Saved data entries:
* * * * * * *
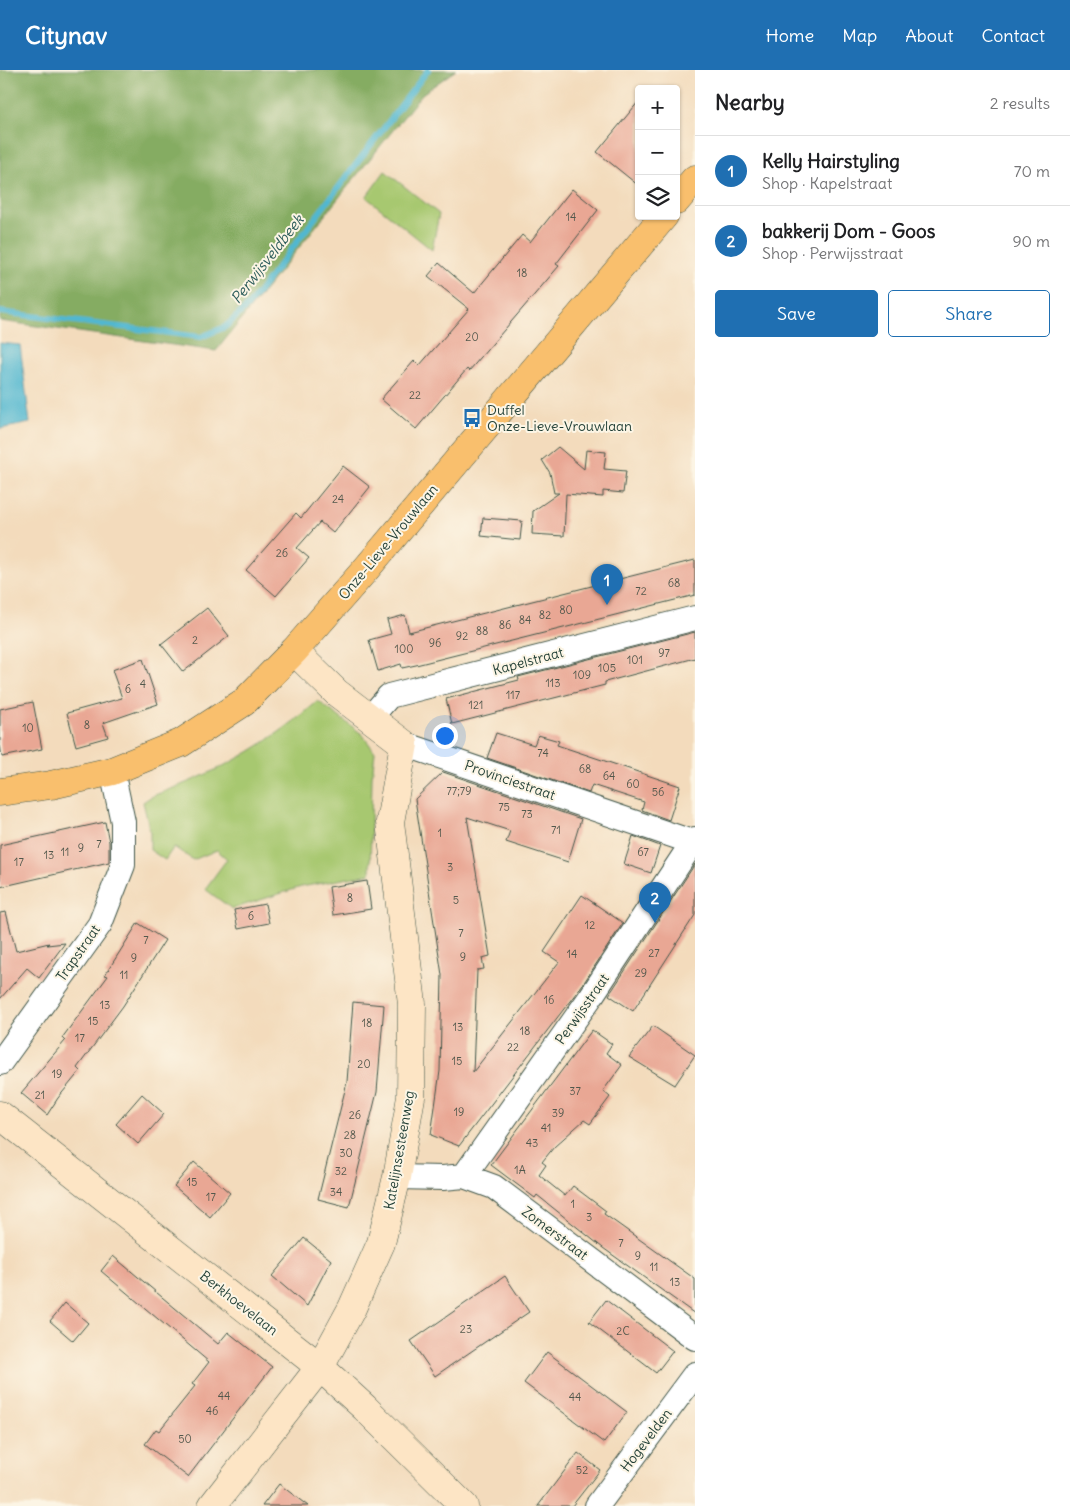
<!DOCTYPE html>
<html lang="en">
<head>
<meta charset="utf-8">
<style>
	body { margin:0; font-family:Delius,sans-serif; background:#f6f6f6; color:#202124 }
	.controls { position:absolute; right:15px; top:15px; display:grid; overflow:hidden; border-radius:5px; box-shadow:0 1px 4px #0004 }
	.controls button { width:45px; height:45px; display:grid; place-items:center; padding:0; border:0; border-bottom:1px solid #e0e0e0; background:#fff; color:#202124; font:25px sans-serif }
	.you { position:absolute; left:444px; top:665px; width:18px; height:18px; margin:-12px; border:4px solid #fff; border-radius:50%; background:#1a73e8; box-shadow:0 0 0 8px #1a73e833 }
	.badge { display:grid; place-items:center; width:32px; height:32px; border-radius:50%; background:#1f6fb2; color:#fff; font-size:16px; font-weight:700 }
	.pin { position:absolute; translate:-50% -41px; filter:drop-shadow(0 1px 2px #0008) }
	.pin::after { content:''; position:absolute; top:26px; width:18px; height:15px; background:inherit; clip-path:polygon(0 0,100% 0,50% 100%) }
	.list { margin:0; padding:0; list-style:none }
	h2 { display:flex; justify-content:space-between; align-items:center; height:65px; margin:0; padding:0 20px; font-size:21px }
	h2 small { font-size:16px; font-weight:400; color:#757577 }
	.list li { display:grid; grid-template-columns:32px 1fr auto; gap:15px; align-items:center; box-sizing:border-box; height:70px; padding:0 20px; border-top:1px solid #e0e0e0 }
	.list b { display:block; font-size:19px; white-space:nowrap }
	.list p { margin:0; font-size:16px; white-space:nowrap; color:#757577 }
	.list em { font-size:16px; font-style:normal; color:#757577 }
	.actions { display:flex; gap:10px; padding:15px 20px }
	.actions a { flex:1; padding:11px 0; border:1px solid #1f6fb2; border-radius:5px; text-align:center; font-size:18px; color:#1f6fb2 }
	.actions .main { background:#1f6fb2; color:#fff }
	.icon { flex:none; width:28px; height:28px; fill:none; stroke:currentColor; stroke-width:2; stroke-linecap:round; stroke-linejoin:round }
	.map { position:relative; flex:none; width:695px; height:1436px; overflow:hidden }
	header { display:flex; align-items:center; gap:30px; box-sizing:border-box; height:70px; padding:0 25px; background:#1f6fb2; color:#fff }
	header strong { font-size:24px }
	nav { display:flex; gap:28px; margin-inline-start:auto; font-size:18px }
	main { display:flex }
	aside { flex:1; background:#fff }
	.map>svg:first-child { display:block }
	.green { fill:#a7c870; stroke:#638252 }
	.forest { fill:#85ac62; stroke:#52744b }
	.water { fill:#51b7d0; stroke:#387a82 }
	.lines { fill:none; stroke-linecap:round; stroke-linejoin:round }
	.stream { stroke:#51b7d0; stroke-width:6 }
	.building { fill:#e9a794 }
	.street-casing { stroke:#3f5548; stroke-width:26 }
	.secondary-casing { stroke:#3f5548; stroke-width:29 }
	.primary-casing { stroke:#3f5548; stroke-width:29 }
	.street { stroke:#fff; stroke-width:24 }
	.secondary { stroke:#fde5c5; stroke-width:28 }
	.primary { stroke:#f9bf6d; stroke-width:28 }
	.labels { text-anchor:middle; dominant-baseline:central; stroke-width:4; stroke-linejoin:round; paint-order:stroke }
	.number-label { font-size:11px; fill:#52584c }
	.poi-label { font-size:14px; fill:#1f3d34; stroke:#fcf5e5; text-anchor:start }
	.street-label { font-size:14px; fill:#1f3d34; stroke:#fcf5e5 }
	.water-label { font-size:15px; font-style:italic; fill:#2c5c5b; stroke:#fcf5e5 }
</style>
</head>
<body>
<header>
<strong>Citynav</strong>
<nav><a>Home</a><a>Map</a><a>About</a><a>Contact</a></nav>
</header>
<main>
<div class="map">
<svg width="695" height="1436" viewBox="0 0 695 1436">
	<rect width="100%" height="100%" fill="#fcf5e5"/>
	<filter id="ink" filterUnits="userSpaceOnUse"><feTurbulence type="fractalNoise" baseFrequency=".02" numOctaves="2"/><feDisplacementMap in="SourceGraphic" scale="10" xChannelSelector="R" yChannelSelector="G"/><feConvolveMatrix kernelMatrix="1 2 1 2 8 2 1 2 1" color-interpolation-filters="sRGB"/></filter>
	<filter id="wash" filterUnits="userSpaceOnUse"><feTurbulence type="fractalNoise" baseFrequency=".0096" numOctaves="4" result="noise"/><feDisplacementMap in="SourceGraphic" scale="20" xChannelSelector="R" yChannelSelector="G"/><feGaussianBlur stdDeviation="1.12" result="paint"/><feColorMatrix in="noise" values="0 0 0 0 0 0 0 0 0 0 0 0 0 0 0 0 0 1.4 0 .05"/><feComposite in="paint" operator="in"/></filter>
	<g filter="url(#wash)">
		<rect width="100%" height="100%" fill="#f3dbbc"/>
		<path class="green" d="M385 101 439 144 432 180 366 127Z
			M318 631 362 664 375 682 372 707 370 804 301 817 232 839 205 819 227 789 217 780 193 790 174 777 165 790 150 780V761L143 732 152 726C219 702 264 678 318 631Z"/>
		<path class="forest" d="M0 0H456L422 24 216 281 0 251Z"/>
		<path class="water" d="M0 273 20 275 30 353 0 359Z"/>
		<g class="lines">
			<path class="stream" d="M0 242 201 267 225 257 248 236 428 0"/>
		</g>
		<g id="blocks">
			<path class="building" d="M639 31V116L597 82Z
				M572 119 598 140 556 194 559 196 469 301 467 299 416 359 381 329 414 291 419 296 469 239 428 206 439 193 474 223 522 165 530 172Z
				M558 377 584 399 586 380 606 382 604 399 626 401 623 423 603 421V427L566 424 564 466 532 464 533 441 559 423H554L550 403 542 390Z
				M343 396 370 417 333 463 320 452 297 478 309 488 276 526 246 500 296 443 301 448Z
				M483 448 522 451 520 470 481 466Z
				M695 490V525L416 595 402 598 401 594 378 601 369 570 391 564 387 550 405 545 409 562Z
				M207 538 229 566 183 602 161 574Z
				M695 562V588L605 612V615L452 654 446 629 519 610 518 607Z
				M143 589 158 634 103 653 108 667 76 676 67 643 122 628 112 600Z
				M33 632 42 679 2 687 0 674V639Z
				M496 663 534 675 538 665 559 671 557 675 680 716 669 750 642 740 644 732 592 715 589 723 487 688Z
				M443 702 581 749 568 792 506 772 510 761 467 747 490 886 482 888 484 899 477 900 473 1002 559 892 544 882 582 825 623 853 583 914 459 1076 431 1065 440 1001 442 905 415 729Z
				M105 752 109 772V792L0 817V775Z
				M633 766 660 776 651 803 624 794Z
				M695 794V845L633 941 609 925Z
				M367 811 371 839 333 845 329 817Z
				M265 834 269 853 238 859 234 840Z
				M6 842 16 881 49 873 47 875 65 873 39 908 27 898 0 929V843Z
				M138 853 165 870 123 936 77 998 80 1001 58 1028 47 1045 21 1023 65 971 62 968 108 906 105 905Z
				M353 932 384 935 377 1022 349 1137 318 1129 347 1012Z
				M653 956 695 985 675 1015 629 987Z
				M592 960 612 974 606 983 622 995 603 1021 610 1027 590 1054 584 1050 554 1077 542 1092 546 1095 539 1105 565 1126 573 1116 606 1141 604 1144 695 1209V1244L603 1178 537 1125 535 1128 491 1095Z
				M142 1024 164 1044 138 1074 116 1054Z
				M194 1092 230 1123 210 1147 174 1116Z
				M304 1168 331 1190 307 1236 272 1206Z
				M113 1186 218 1274 228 1262 272 1297 188 1407 145 1374 156 1359 159 1361 195 1316 192 1314 209 1292 101 1201Z
				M505 1206 529 1242 435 1306 411 1271Z
				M606 1230 673 1281 656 1303 589 1252Z
				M65 1233 88 1253 73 1271 50 1251Z
				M547 1282 627 1342 604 1373 524 1313Z
				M578 1383 600 1400 572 1436H538Z
				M279 1414 308 1436H262Z"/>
		</g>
	</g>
	<g filter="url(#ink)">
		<use href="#blocks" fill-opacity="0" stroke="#3f5548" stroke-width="1"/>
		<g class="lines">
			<g class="street-casing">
				<path id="street" d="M370 648 389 626 695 548
					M404 674 695 773
					M0 993 100 854 123 795V752L112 701
					M464 1106 590 928 695 769
					M397 1107 443 1108 464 1106 494 1117 695 1268
					M597 1436 695 1304"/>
			</g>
			<g class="secondary-casing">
				<path id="secondary" d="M0 1045 320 1297 365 1338 464 1436
					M212 1436 320 1297 352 1238 381 1173 397 1107 411 1027 412 934 390 752 404 674 337 623 294 581"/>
			</g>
			<g class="primary-casing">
				<path id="primary" d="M676 131 695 109
					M0 722 51 715 112 701 181 673 244 632 294 581 366 499 664 146"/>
			</g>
			<use href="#street" class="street"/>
			<use href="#secondary" class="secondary"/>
			<use href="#primary" class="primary"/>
		</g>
	</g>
	<defs>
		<g id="bus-bare" transform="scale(1.5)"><path d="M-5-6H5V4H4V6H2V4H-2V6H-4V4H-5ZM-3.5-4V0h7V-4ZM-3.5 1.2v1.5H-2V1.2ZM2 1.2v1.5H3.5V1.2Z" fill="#1f6fb2" stroke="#fcf5e5" stroke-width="2.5" paint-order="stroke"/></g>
	</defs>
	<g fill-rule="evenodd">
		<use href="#bus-bare" x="472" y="348"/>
	</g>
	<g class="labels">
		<g class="number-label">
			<text x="571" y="147">14</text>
			<text x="522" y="203">18</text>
			<text x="472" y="267">20</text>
			<text x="415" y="325">22</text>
			<text x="338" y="429">24</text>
			<text x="282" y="483">26</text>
			<text x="674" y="513">68</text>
			<text x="641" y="521">72</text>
			<text x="566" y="540">80</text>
			<text x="545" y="545">82</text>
			<text x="525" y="550">84</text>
			<text x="505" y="555">86</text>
			<text x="482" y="561">88</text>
			<text x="462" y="566">92</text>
			<text x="195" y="570">2</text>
			<text x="435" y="573">96</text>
			<text x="404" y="579">100</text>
			<text x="664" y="583">97</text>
			<text x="635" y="590">101</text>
			<text x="607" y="598">105</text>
			<text x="582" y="605">109</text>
			<text x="553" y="613">113</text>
			<text x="143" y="614">4</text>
			<text x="128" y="619">6</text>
			<text x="513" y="625">117</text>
			<text x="476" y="635">121</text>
			<text x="87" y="655">8</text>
			<text x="28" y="658">10</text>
			<text x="543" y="683">74</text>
			<text x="585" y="699">68</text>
			<text x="609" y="706">64</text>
			<text x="633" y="714">60</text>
			<text x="459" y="721">77;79</text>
			<text x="658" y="722">56</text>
			<text x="504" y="737">75</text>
			<text x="527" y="744">73</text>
			<text x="556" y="760">71</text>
			<text x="440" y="763">1</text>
			<text x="99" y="774">7</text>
			<text x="81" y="778">9</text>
			<text x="65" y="782">11</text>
			<text x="643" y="782">67</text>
			<text x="49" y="785">13</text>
			<text x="19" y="792">17</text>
			<text x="450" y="797">3</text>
			<text x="350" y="828">8</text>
			<text x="456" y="830">5</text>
			<text x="251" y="846">6</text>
			<text x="590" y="855">12</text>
			<text x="461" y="863">7</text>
			<text x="146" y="870">7</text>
			<text x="654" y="883">27</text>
			<text x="572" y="884">14</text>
			<text x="463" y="887">9</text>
			<text x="134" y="888">9</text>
			<text x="641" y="903">29</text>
			<text x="124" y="905">11</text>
			<text x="549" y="930">16</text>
			<text x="105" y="935">13</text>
			<text x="93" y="951">15</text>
			<text x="367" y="953">18</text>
			<text x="458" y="957">13</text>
			<text x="525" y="961">18</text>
			<text x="80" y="968">17</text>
			<text x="513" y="977">22</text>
			<text x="457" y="991">15</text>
			<text x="364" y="994">20</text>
			<text x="57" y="1004">19</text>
			<text x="575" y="1021">37</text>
			<text x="40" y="1025">21</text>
			<text x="459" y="1042">19</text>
			<text x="558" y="1043">39</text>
			<text x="355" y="1045">26</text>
			<text x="546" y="1058">41</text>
			<text x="350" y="1065">28</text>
			<text x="532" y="1073">43</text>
			<text x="346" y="1083">30</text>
			<text x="520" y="1100">1A</text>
			<text x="341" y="1101">32</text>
			<text x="192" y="1112">15</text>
			<text x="336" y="1122">34</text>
			<text x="211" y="1127">17</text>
			<text x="573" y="1134">1</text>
			<text x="589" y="1147">3</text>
			<text x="621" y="1173">7</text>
			<text x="638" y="1186">9</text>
			<text x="654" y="1197">11</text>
			<text x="675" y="1212">13</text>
			<text x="466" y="1259">23</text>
			<text x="623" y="1261">2C</text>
			<text x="224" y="1326">44</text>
			<text x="575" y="1327">44</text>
			<text x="212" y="1341">46</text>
			<text x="185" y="1369">50</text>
			<text x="582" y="1400">52</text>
		</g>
		<g class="poi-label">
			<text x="487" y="340">Duffel<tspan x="487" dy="16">Onze-Lieve-Vrouwlaan</tspan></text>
		</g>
		<g class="street-label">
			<text transform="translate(388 472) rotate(-50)">Onze-Lieve-Vrouwlaan</text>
			<text transform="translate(528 591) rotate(-15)">Kapelstraat</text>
			<text transform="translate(510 710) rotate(19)">Provinciestraat</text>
			<text transform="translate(78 883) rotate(-55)">Trapstraat</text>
			<text transform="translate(582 939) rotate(-55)">Perwijsstraat</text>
			<text transform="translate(399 1080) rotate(-80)">Katelijnsesteenweg</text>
			<text transform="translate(555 1163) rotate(37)">Zomerstraat</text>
			<text transform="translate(239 1233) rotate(38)">Berkhoevelaan</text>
			<text transform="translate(646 1370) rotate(-53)">Hogevelden</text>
		</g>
		<g class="water-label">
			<text transform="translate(267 189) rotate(-52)">Perwijsveldbeek</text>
		</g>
	</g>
</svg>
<div class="controls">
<button>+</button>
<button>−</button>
<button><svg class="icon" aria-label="layers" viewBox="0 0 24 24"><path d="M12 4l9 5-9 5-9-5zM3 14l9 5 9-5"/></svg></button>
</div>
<div class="you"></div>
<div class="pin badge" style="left:607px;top:535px">1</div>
<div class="pin badge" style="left:655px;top:853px">2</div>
</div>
<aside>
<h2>Nearby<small>2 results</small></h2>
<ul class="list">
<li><span class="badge">1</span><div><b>Kelly Hairstyling</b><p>Shop · Kapelstraat</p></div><em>70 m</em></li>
<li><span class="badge">2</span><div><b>bakkerij Dom - Goos</b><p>Shop · Perwijsstraat</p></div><em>90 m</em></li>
</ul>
<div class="actions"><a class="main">Save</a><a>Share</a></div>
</aside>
</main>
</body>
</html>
* * * * * * *
(Problem description)
Only lines belong in the copy: transcribe those from the start of the data through the line that contains "width:45px; height:45px; display:grid;", and skip the pictures.

(Response below)
<!DOCTYPE html>
<html lang="en">
<head>
<meta charset="utf-8">
<style>
	body { margin:0; font-family:Delius,sans-serif; background:#f6f6f6; color:#202124 }
	.controls { position:absolute; right:15px; top:15px; display:grid; overflow:hidden; border-radius:5px; box-shadow:0 1px 4px #0004 }
	.controls button { width:45px; height:45px; display:grid; place-items:center; padding:0; border:0; border-bottom:1px solid #e0e0e0; background:#fff; color:#202124; font:25px sans-serif }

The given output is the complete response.